Print every line exactly as it appears in the material below.

[Start of Attachment]

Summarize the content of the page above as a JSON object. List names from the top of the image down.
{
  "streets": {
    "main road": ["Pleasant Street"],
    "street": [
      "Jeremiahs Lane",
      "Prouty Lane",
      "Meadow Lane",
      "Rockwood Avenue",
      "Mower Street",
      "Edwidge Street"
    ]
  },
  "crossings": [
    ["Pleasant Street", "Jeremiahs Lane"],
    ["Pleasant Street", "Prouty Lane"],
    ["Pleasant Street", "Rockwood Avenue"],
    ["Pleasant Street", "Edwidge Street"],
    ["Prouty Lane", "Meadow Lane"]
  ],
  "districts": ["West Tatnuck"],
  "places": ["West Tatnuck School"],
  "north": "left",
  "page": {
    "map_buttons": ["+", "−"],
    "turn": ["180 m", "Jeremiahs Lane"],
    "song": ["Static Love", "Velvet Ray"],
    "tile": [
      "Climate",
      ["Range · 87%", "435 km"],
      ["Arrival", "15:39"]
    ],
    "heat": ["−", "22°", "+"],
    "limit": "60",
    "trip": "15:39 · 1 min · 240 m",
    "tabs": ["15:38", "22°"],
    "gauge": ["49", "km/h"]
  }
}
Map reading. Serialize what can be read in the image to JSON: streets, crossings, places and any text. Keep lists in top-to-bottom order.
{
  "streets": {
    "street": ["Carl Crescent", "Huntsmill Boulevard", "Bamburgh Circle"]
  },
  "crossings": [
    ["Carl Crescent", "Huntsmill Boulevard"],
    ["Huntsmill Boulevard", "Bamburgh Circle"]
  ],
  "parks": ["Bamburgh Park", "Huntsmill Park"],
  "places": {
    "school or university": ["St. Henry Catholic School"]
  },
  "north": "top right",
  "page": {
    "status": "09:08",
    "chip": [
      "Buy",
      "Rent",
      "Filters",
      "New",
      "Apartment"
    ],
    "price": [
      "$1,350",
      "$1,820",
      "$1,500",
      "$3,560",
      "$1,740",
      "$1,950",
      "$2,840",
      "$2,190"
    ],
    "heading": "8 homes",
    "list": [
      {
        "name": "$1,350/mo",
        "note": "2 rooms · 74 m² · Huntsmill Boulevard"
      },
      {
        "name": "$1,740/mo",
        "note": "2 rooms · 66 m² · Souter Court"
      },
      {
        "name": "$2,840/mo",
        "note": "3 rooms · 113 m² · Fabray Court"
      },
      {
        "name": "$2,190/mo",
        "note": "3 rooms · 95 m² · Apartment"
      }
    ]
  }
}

[End of Attachment]

> [YOUR RESPONSE]:
Summarize the content of the page above as a JSON object. List names from the top of the image down.
{
  "streets": {
    "main road": ["Pleasant Street"],
    "street": [
      "Jeremiahs Lane",
      "Prouty Lane",
      "Meadow Lane",
      "Rockwood Avenue",
      "Mower Street",
      "Edwidge Street"
    ]
  },
  "crossings": [
    ["Pleasant Street", "Jeremiahs Lane"],
    ["Pleasant Street", "Prouty Lane"],
    ["Pleasant Street", "Rockwood Avenue"],
    ["Pleasant Street", "Edwidge Street"],
    ["Prouty Lane", "Meadow Lane"]
  ],
  "districts": ["West Tatnuck"],
  "places": ["West Tatnuck School"],
  "north": "left",
  "page": {
    "map_buttons": ["+", "−"],
    "turn": ["180 m", "Jeremiahs Lane"],
    "song": ["Static Love", "Velvet Ray"],
    "tile": [
      "Climate",
      ["Range · 87%", "435 km"],
      ["Arrival", "15:39"]
    ],
    "heat": ["−", "22°", "+"],
    "limit": "60",
    "trip": "15:39 · 1 min · 240 m",
    "tabs": ["15:38", "22°"],
    "gauge": ["49", "km/h"]
  }
}
Map reading. Serialize what can be read in the image to JSON: streets, crossings, places and any text. Keep lists in top-to-bottom order.
{
  "streets": {
    "street": ["Carl Crescent", "Huntsmill Boulevard", "Bamburgh Circle"]
  },
  "crossings": [
    ["Carl Crescent", "Huntsmill Boulevard"],
    ["Huntsmill Boulevard", "Bamburgh Circle"]
  ],
  "parks": ["Bamburgh Park", "Huntsmill Park"],
  "places": {
    "school or university": ["St. Henry Catholic School"]
  },
  "north": "top right",
  "page": {
    "status": "09:08",
    "chip": [
      "Buy",
      "Rent",
      "Filters",
      "New",
      "Apartment"
    ],
    "price": [
      "$1,350",
      "$1,820",
      "$1,500",
      "$3,560",
      "$1,740",
      "$1,950",
      "$2,840",
      "$2,190"
    ],
    "heading": "8 homes",
    "list": [
      {
        "name": "$1,350/mo",
        "note": "2 rooms · 74 m² · Huntsmill Boulevard"
      },
      {
        "name": "$1,740/mo",
        "note": "2 rooms · 66 m² · Souter Court"
      },
      {
        "name": "$2,840/mo",
        "note": "3 rooms · 113 m² · Fabray Court"
      },
      {
        "name": "$2,190/mo",
        "note": "3 rooms · 95 m² · Apartment"
      }
    ]
  }
}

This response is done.